Reply solely with the number of lines, in the records underneath, that include the word "crossings".

(Beginning of INFORMATION PROVIDED)

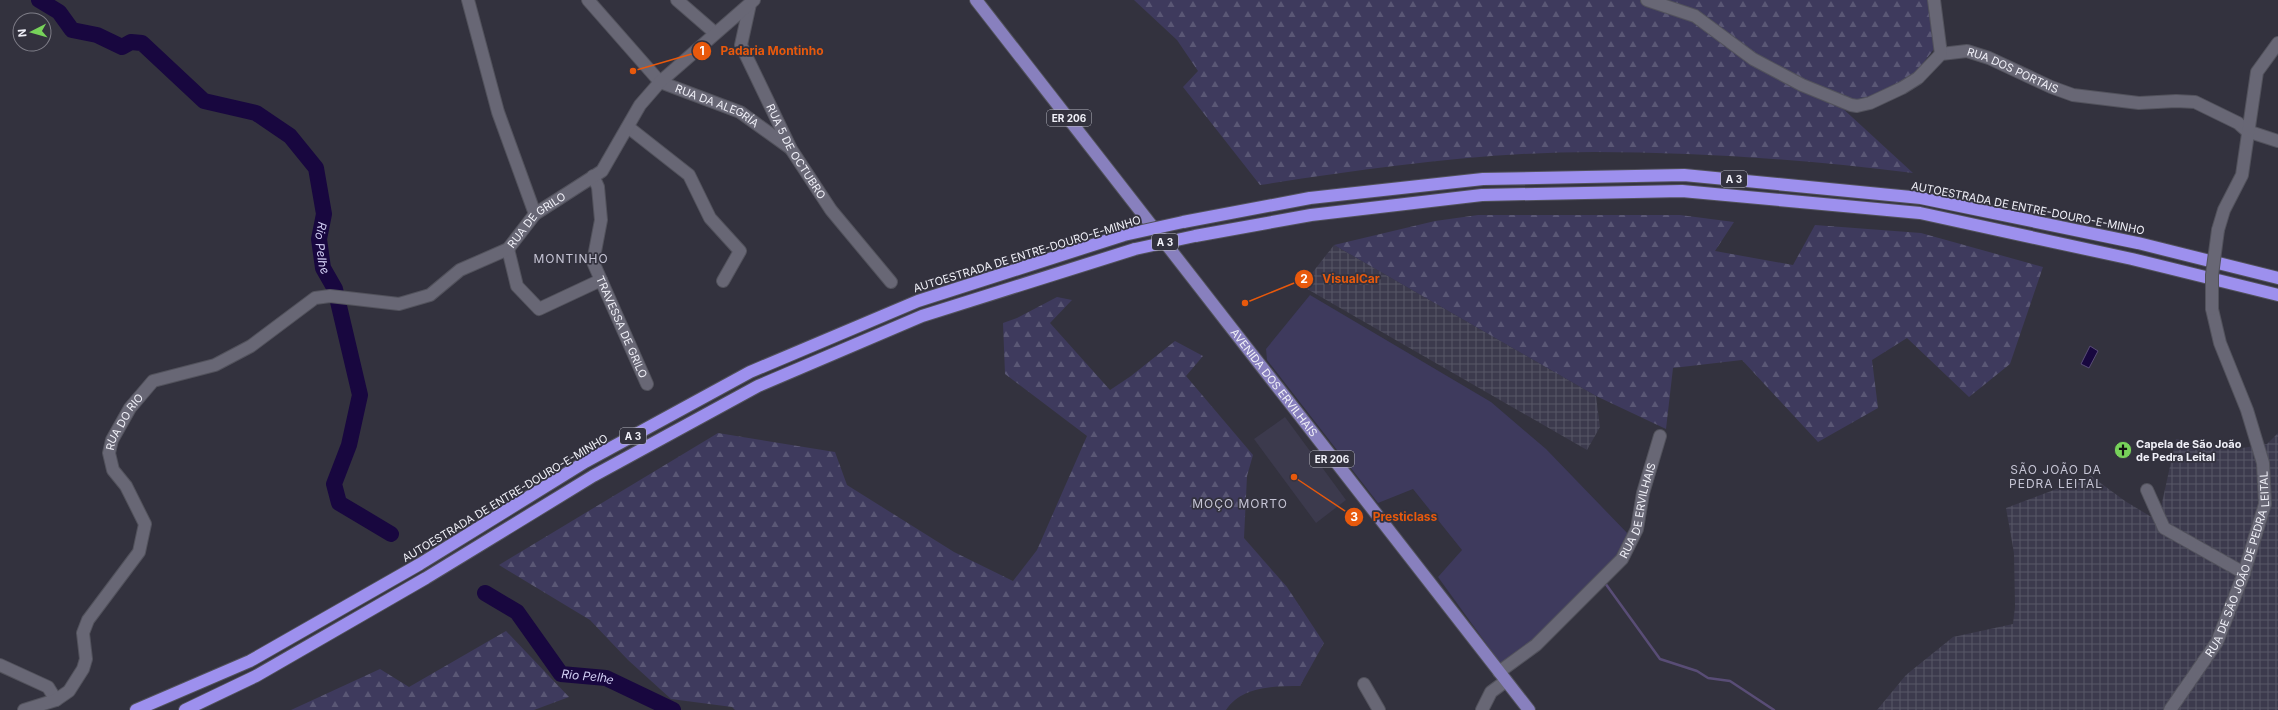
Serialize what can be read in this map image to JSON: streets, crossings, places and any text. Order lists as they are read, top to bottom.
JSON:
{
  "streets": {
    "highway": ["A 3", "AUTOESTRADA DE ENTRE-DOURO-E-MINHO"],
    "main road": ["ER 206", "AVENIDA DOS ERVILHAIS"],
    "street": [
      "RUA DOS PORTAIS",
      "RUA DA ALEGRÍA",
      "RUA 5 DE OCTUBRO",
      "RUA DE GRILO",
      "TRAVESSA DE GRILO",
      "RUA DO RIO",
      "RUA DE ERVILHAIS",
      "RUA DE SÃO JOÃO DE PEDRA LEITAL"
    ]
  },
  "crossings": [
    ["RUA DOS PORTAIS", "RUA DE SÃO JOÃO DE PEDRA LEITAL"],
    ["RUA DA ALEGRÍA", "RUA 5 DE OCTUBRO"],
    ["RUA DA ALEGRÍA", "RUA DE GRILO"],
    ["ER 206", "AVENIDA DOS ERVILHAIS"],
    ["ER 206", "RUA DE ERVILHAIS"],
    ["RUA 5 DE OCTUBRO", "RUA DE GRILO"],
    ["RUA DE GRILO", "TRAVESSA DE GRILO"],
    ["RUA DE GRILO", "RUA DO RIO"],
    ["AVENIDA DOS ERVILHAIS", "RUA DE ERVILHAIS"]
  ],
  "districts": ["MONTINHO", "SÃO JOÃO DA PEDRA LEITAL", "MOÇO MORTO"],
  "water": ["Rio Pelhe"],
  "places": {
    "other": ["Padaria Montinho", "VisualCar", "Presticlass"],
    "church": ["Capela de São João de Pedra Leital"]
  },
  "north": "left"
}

(End of INFORMATION PROVIDED)

> **TASK SOLUTION**
2